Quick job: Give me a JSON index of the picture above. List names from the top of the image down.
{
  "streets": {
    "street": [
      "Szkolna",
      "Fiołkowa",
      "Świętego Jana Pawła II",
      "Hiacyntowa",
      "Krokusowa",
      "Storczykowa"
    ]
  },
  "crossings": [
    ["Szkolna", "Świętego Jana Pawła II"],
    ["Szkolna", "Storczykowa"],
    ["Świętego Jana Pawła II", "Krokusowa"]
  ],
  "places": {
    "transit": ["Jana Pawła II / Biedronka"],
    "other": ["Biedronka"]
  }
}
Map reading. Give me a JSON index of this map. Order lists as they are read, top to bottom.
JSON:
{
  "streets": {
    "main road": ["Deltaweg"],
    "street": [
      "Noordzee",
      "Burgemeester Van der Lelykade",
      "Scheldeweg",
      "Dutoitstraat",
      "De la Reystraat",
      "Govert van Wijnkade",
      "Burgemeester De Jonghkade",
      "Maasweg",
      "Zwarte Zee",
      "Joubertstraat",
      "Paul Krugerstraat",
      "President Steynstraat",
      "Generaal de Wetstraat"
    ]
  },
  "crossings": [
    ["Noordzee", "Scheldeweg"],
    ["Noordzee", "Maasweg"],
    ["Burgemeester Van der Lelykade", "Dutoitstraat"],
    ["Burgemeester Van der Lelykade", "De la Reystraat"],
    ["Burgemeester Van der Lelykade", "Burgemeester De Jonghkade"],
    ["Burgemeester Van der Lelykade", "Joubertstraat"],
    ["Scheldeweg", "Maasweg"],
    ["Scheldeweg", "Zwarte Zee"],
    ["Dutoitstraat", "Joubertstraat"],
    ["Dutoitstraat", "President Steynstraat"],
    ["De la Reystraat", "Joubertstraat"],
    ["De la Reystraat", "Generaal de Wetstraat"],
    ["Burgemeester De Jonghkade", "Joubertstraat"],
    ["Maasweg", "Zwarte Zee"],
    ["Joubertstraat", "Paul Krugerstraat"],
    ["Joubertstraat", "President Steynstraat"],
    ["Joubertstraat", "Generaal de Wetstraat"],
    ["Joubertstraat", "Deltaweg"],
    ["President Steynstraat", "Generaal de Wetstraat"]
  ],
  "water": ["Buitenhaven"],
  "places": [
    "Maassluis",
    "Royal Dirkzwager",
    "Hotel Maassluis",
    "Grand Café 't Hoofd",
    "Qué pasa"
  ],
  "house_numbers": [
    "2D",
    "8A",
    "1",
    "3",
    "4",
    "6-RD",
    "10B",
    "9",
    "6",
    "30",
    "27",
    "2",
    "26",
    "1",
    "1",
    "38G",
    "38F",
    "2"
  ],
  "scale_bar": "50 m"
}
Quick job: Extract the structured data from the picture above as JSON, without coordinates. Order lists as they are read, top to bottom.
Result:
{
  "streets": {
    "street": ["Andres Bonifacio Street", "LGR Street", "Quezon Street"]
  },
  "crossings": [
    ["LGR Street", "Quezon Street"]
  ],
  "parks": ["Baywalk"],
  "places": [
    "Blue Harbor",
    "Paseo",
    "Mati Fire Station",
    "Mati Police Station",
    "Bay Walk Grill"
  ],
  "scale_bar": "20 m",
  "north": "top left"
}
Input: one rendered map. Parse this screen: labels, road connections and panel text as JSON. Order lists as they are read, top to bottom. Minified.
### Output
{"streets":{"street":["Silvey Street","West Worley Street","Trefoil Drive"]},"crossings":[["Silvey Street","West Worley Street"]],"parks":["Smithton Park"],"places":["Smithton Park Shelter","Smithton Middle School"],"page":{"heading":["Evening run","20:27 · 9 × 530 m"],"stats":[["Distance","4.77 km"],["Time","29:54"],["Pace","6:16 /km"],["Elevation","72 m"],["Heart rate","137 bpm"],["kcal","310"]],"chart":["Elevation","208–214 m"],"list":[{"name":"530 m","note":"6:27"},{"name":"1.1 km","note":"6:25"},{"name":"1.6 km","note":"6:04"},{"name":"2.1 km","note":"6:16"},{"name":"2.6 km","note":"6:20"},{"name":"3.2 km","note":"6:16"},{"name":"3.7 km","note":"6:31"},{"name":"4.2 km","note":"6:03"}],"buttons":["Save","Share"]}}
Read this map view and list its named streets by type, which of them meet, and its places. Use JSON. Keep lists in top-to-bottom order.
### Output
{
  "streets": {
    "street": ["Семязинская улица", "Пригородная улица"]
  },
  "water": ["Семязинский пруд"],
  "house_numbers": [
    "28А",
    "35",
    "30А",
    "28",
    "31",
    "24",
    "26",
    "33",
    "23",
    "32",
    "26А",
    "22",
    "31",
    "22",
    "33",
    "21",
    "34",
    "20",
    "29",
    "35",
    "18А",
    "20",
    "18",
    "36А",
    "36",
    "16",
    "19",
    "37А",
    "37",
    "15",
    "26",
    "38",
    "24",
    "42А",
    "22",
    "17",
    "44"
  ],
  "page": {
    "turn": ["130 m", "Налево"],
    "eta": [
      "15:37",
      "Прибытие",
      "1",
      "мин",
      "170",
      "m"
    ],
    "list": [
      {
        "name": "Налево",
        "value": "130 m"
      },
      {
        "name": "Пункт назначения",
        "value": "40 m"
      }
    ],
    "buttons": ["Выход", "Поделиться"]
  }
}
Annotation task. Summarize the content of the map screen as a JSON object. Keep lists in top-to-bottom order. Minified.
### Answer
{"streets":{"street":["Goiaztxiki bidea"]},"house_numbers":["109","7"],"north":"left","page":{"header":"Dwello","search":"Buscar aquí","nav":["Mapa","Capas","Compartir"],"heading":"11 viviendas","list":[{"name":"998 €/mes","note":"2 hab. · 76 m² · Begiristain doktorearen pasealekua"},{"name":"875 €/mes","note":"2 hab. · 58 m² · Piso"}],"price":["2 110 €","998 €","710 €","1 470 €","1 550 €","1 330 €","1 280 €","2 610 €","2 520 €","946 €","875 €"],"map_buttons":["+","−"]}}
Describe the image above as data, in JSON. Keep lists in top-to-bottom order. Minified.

-------

## WHAT TO WORK ON
Output every line above so that it reads exactly as before.

## YOUR RESPONSE
Quick job: Give me a JSON index of the picture above. List names from the top of the image down.
{
  "streets": {
    "street": [
      "Szkolna",
      "Fiołkowa",
      "Świętego Jana Pawła II",
      "Hiacyntowa",
      "Krokusowa",
      "Storczykowa"
    ]
  },
  "crossings": [
    ["Szkolna", "Świętego Jana Pawła II"],
    ["Szkolna", "Storczykowa"],
    ["Świętego Jana Pawła II", "Krokusowa"]
  ],
  "places": {
    "transit": ["Jana Pawła II / Biedronka"],
    "other": ["Biedronka"]
  }
}
Map reading. Give me a JSON index of this map. Order lists as they are read, top to bottom.
JSON:
{
  "streets": {
    "main road": ["Deltaweg"],
    "street": [
      "Noordzee",
      "Burgemeester Van der Lelykade",
      "Scheldeweg",
      "Dutoitstraat",
      "De la Reystraat",
      "Govert van Wijnkade",
      "Burgemeester De Jonghkade",
      "Maasweg",
      "Zwarte Zee",
      "Joubertstraat",
      "Paul Krugerstraat",
      "President Steynstraat",
      "Generaal de Wetstraat"
    ]
  },
  "crossings": [
    ["Noordzee", "Scheldeweg"],
    ["Noordzee", "Maasweg"],
    ["Burgemeester Van der Lelykade", "Dutoitstraat"],
    ["Burgemeester Van der Lelykade", "De la Reystraat"],
    ["Burgemeester Van der Lelykade", "Burgemeester De Jonghkade"],
    ["Burgemeester Van der Lelykade", "Joubertstraat"],
    ["Scheldeweg", "Maasweg"],
    ["Scheldeweg", "Zwarte Zee"],
    ["Dutoitstraat", "Joubertstraat"],
    ["Dutoitstraat", "President Steynstraat"],
    ["De la Reystraat", "Joubertstraat"],
    ["De la Reystraat", "Generaal de Wetstraat"],
    ["Burgemeester De Jonghkade", "Joubertstraat"],
    ["Maasweg", "Zwarte Zee"],
    ["Joubertstraat", "Paul Krugerstraat"],
    ["Joubertstraat", "President Steynstraat"],
    ["Joubertstraat", "Generaal de Wetstraat"],
    ["Joubertstraat", "Deltaweg"],
    ["President Steynstraat", "Generaal de Wetstraat"]
  ],
  "water": ["Buitenhaven"],
  "places": [
    "Maassluis",
    "Royal Dirkzwager",
    "Hotel Maassluis",
    "Grand Café 't Hoofd",
    "Qué pasa"
  ],
  "house_numbers": [
    "2D",
    "8A",
    "1",
    "3",
    "4",
    "6-RD",
    "10B",
    "9",
    "6",
    "30",
    "27",
    "2",
    "26",
    "1",
    "1",
    "38G",
    "38F",
    "2"
  ],
  "scale_bar": "50 m"
}
Quick job: Extract the structured data from the picture above as JSON, without coordinates. Order lists as they are read, top to bottom.
Result:
{
  "streets": {
    "street": ["Andres Bonifacio Street", "LGR Street", "Quezon Street"]
  },
  "crossings": [
    ["LGR Street", "Quezon Street"]
  ],
  "parks": ["Baywalk"],
  "places": [
    "Blue Harbor",
    "Paseo",
    "Mati Fire Station",
    "Mati Police Station",
    "Bay Walk Grill"
  ],
  "scale_bar": "20 m",
  "north": "top left"
}
Input: one rendered map. Parse this screen: labels, road connections and panel text as JSON. Order lists as they are read, top to bottom. Minified.
### Output
{"streets":{"street":["Silvey Street","West Worley Street","Trefoil Drive"]},"crossings":[["Silvey Street","West Worley Street"]],"parks":["Smithton Park"],"places":["Smithton Park Shelter","Smithton Middle School"],"page":{"heading":["Evening run","20:27 · 9 × 530 m"],"stats":[["Distance","4.77 km"],["Time","29:54"],["Pace","6:16 /km"],["Elevation","72 m"],["Heart rate","137 bpm"],["kcal","310"]],"chart":["Elevation","208–214 m"],"list":[{"name":"530 m","note":"6:27"},{"name":"1.1 km","note":"6:25"},{"name":"1.6 km","note":"6:04"},{"name":"2.1 km","note":"6:16"},{"name":"2.6 km","note":"6:20"},{"name":"3.2 km","note":"6:16"},{"name":"3.7 km","note":"6:31"},{"name":"4.2 km","note":"6:03"}],"buttons":["Save","Share"]}}
Read this map view and list its named streets by type, which of them meet, and its places. Use JSON. Keep lists in top-to-bottom order.
### Output
{
  "streets": {
    "street": ["Семязинская улица", "Пригородная улица"]
  },
  "water": ["Семязинский пруд"],
  "house_numbers": [
    "28А",
    "35",
    "30А",
    "28",
    "31",
    "24",
    "26",
    "33",
    "23",
    "32",
    "26А",
    "22",
    "31",
    "22",
    "33",
    "21",
    "34",
    "20",
    "29",
    "35",
    "18А",
    "20",
    "18",
    "36А",
    "36",
    "16",
    "19",
    "37А",
    "37",
    "15",
    "26",
    "38",
    "24",
    "42А",
    "22",
    "17",
    "44"
  ],
  "page": {
    "turn": ["130 m", "Налево"],
    "eta": [
      "15:37",
      "Прибытие",
      "1",
      "мин",
      "170",
      "m"
    ],
    "list": [
      {
        "name": "Налево",
        "value": "130 m"
      },
      {
        "name": "Пункт назначения",
        "value": "40 m"
      }
    ],
    "buttons": ["Выход", "Поделиться"]
  }
}
Annotation task. Summarize the content of the map screen as a JSON object. Keep lists in top-to-bottom order. Minified.
### Answer
{"streets":{"street":["Goiaztxiki bidea"]},"house_numbers":["109","7"],"north":"left","page":{"header":"Dwello","search":"Buscar aquí","nav":["Mapa","Capas","Compartir"],"heading":"11 viviendas","list":[{"name":"998 €/mes","note":"2 hab. · 76 m² · Begiristain doktorearen pasealekua"},{"name":"875 €/mes","note":"2 hab. · 58 m² · Piso"}],"price":["2 110 €","998 €","710 €","1 470 €","1 550 €","1 330 €","1 280 €","2 610 €","2 520 €","946 €","875 €"],"map_buttons":["+","−"]}}
Describe the image above as data, in JSON. Keep lists in top-to-bottom order. Minified.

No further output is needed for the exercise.